— DATA RECORDS —

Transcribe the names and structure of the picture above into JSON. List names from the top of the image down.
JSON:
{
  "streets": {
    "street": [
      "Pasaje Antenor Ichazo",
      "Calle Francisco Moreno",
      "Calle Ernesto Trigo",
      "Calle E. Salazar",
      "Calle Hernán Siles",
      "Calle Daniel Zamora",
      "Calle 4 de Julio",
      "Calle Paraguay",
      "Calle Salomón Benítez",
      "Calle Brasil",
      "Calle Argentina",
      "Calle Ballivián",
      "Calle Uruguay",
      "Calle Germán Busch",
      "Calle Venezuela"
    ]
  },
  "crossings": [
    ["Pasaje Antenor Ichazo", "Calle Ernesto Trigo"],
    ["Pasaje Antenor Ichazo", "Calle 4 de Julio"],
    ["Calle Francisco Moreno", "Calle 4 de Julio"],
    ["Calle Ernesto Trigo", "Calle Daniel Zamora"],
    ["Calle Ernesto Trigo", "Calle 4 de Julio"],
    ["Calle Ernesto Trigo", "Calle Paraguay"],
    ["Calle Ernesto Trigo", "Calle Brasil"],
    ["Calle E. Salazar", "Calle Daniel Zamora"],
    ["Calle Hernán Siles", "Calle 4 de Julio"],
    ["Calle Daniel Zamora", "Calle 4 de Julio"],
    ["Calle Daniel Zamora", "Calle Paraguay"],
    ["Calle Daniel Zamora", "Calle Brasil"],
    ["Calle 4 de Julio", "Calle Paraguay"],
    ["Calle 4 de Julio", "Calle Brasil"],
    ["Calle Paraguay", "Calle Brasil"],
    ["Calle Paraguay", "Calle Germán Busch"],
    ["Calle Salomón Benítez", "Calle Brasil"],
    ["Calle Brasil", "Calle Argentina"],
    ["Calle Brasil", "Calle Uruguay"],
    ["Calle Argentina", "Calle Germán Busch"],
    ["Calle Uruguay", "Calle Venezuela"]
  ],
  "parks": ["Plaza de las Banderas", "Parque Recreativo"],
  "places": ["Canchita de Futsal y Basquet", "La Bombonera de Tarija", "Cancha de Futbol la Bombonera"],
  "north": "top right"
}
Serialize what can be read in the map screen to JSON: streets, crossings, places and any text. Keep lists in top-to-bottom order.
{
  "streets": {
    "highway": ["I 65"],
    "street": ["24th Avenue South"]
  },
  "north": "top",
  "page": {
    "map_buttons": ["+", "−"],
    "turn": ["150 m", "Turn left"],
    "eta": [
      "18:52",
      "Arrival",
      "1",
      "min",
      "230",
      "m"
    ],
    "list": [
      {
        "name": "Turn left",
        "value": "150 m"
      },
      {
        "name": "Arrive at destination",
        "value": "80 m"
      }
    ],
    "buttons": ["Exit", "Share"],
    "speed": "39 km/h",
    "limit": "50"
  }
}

— EXERCISE OBJECTIVE —
Retype each line above, keeping every character.

— RESULT —
Transcribe the names and structure of the picture above into JSON. List names from the top of the image down.
JSON:
{
  "streets": {
    "street": [
      "Pasaje Antenor Ichazo",
      "Calle Francisco Moreno",
      "Calle Ernesto Trigo",
      "Calle E. Salazar",
      "Calle Hernán Siles",
      "Calle Daniel Zamora",
      "Calle 4 de Julio",
      "Calle Paraguay",
      "Calle Salomón Benítez",
      "Calle Brasil",
      "Calle Argentina",
      "Calle Ballivián",
      "Calle Uruguay",
      "Calle Germán Busch",
      "Calle Venezuela"
    ]
  },
  "crossings": [
    ["Pasaje Antenor Ichazo", "Calle Ernesto Trigo"],
    ["Pasaje Antenor Ichazo", "Calle 4 de Julio"],
    ["Calle Francisco Moreno", "Calle 4 de Julio"],
    ["Calle Ernesto Trigo", "Calle Daniel Zamora"],
    ["Calle Ernesto Trigo", "Calle 4 de Julio"],
    ["Calle Ernesto Trigo", "Calle Paraguay"],
    ["Calle Ernesto Trigo", "Calle Brasil"],
    ["Calle E. Salazar", "Calle Daniel Zamora"],
    ["Calle Hernán Siles", "Calle 4 de Julio"],
    ["Calle Daniel Zamora", "Calle 4 de Julio"],
    ["Calle Daniel Zamora", "Calle Paraguay"],
    ["Calle Daniel Zamora", "Calle Brasil"],
    ["Calle 4 de Julio", "Calle Paraguay"],
    ["Calle 4 de Julio", "Calle Brasil"],
    ["Calle Paraguay", "Calle Brasil"],
    ["Calle Paraguay", "Calle Germán Busch"],
    ["Calle Salomón Benítez", "Calle Brasil"],
    ["Calle Brasil", "Calle Argentina"],
    ["Calle Brasil", "Calle Uruguay"],
    ["Calle Argentina", "Calle Germán Busch"],
    ["Calle Uruguay", "Calle Venezuela"]
  ],
  "parks": ["Plaza de las Banderas", "Parque Recreativo"],
  "places": ["Canchita de Futsal y Basquet", "La Bombonera de Tarija", "Cancha de Futbol la Bombonera"],
  "north": "top right"
}
Serialize what can be read in the map screen to JSON: streets, crossings, places and any text. Keep lists in top-to-bottom order.
{
  "streets": {
    "highway": ["I 65"],
    "street": ["24th Avenue South"]
  },
  "north": "top",
  "page": {
    "map_buttons": ["+", "−"],
    "turn": ["150 m", "Turn left"],
    "eta": [
      "18:52",
      "Arrival",
      "1",
      "min",
      "230",
      "m"
    ],
    "list": [
      {
        "name": "Turn left",
        "value": "150 m"
      },
      {
        "name": "Arrive at destination",
        "value": "80 m"
      }
    ],
    "buttons": ["Exit", "Share"],
    "speed": "39 km/h",
    "limit": "50"
  }
}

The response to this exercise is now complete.